PML::RARA — biologia molecular: Gene PML (Promyelocytic Leukemia protein): proteína de repressão transcricional no corpos nucleares PML (PML nuclear bodies). Gene RARA (Retinoic Acid Receptor Alpha): receptor nuclear do ácido retinoico; normalmente ativa genes de diferenciação mieloide em resposta ao ácido retinoico. Fusão PML::RARA: receptor de ácido retinoico com porção de PML → recruta co-repressores (HDAC, SMRT, N-CoR) → bloqueio permanente da diferenciação mieloide mesmo em concentrações fisiológicas de ácido retinoico. Resultado: acúmulo de promielócitos (MPO+, granulações proeminentes, bastonetes de Auer) → LPA.
Diagnóstico de urgência: Citomorfologia (esfregaço de sangue periférico): promielócitos com grânulos densos, bastonetes de Auer (faixes de Auer = "faggot cells" = quase patognomônico). FISH ou PCR para PML::RARA: confirmatório — resultado em horas com FISH. Imunofenotipagem: CD33++, CD13+, HLA-DR negativo (diferentemente de outras LMA), CD34 negativo. Início imediato de ATRA: SEM ESPERAR o resultado molecular. Suspeita clínica + morfologia → ATRA imediatamente. Cada hora conta: coagulopatia pode se instalar rapidamente.

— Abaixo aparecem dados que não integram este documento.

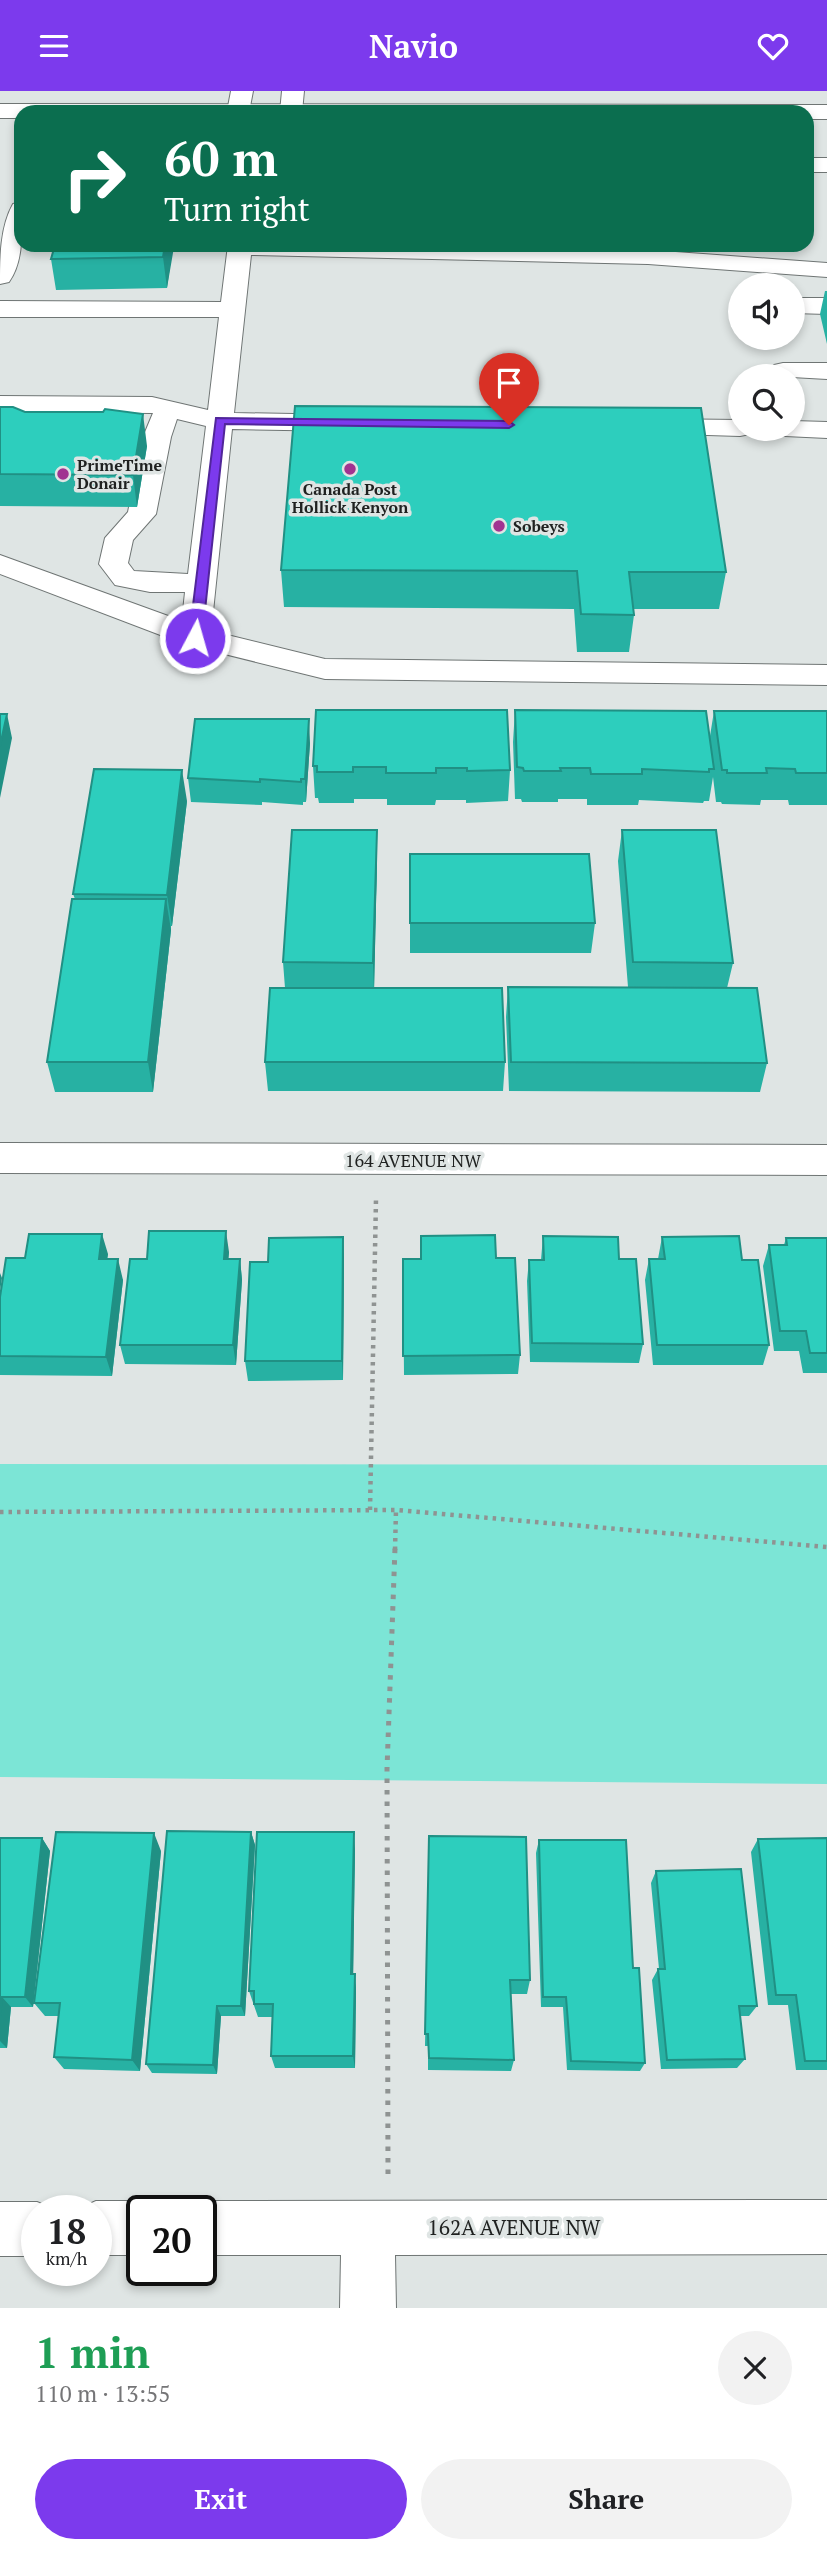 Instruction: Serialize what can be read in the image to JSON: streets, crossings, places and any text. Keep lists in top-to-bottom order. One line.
{"streets":{"street":["164 AVENUE NW","162A AVENUE NW"]},"places":["Canada Post Hollick Kenyon","PrimeTime Donair","Sobeys"],"page":{"header":"Navio","turn":["60 m","Turn right"],"speed":"18 km/h","limit":"20","heading":["1 min","110 m · 13:55"],"buttons":["Exit","Share"]}}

Coagulopatia da LPA — CIVD consumptiva: Mecanismo: grânulos citoplasmáticos de promielócitos contêm substâncias pró-coagulantes (tecido tromboplastina, catepsina G, anectina II — fibrinolisina) que são liberadas → ativação sistêmica da cascata de coagulação → CIVD (Coagulação Intravascular Disseminada) + hiperfibrinólise. Manifestações: sangramento em sítios múltiplos (equimoses, epistaxe, hematúria, hemoptise, sangramento intracraniano — esta última a principal causa de morte precoce), além de micro-tromboses. Manejo emergencial da coagulopatia: plasma fresco (FFP), crioprecipitado (para fibrinogênio <150 mg/dL), plaquetas >50.000/μL, ácido tranexâmico (controvérso, pode ajudar na hiperfibrinólise). ATRA em si já melhora a coagulopatia ao forçar diferenciação dos promielócitos.
ATRA — mecanismo, eficácia histórica e a revolução ATO
ATRA (Ácido All-Trans Retinoico, tretinoin — ácido retinoico todo-trans): Mecanismo em LPA: ATRA em farmacológicas concentrações (1 μM vs. nM fisiológico) → força a fusão PML::RARA a recrutar coativadores → diferenciação de promielócitos → SG e SLP da LPA. Paradoxo: a mesma fusão que bloqueia a diferenciação em concentrações normais é "superata" por doses farmacológicas de ATRA. Dose: 45 mg/m²/dia dividido em 2 doses orais. Aprovação: ATRA monotherapy em LPA → CR ~90%, mas todas recaíram — ATRA não era suficiente sozinho sem quimio para remissão duradoura. Então: ATRA + quimio (AIDA, PETHEMA) → CR duradoura em ~80-90%.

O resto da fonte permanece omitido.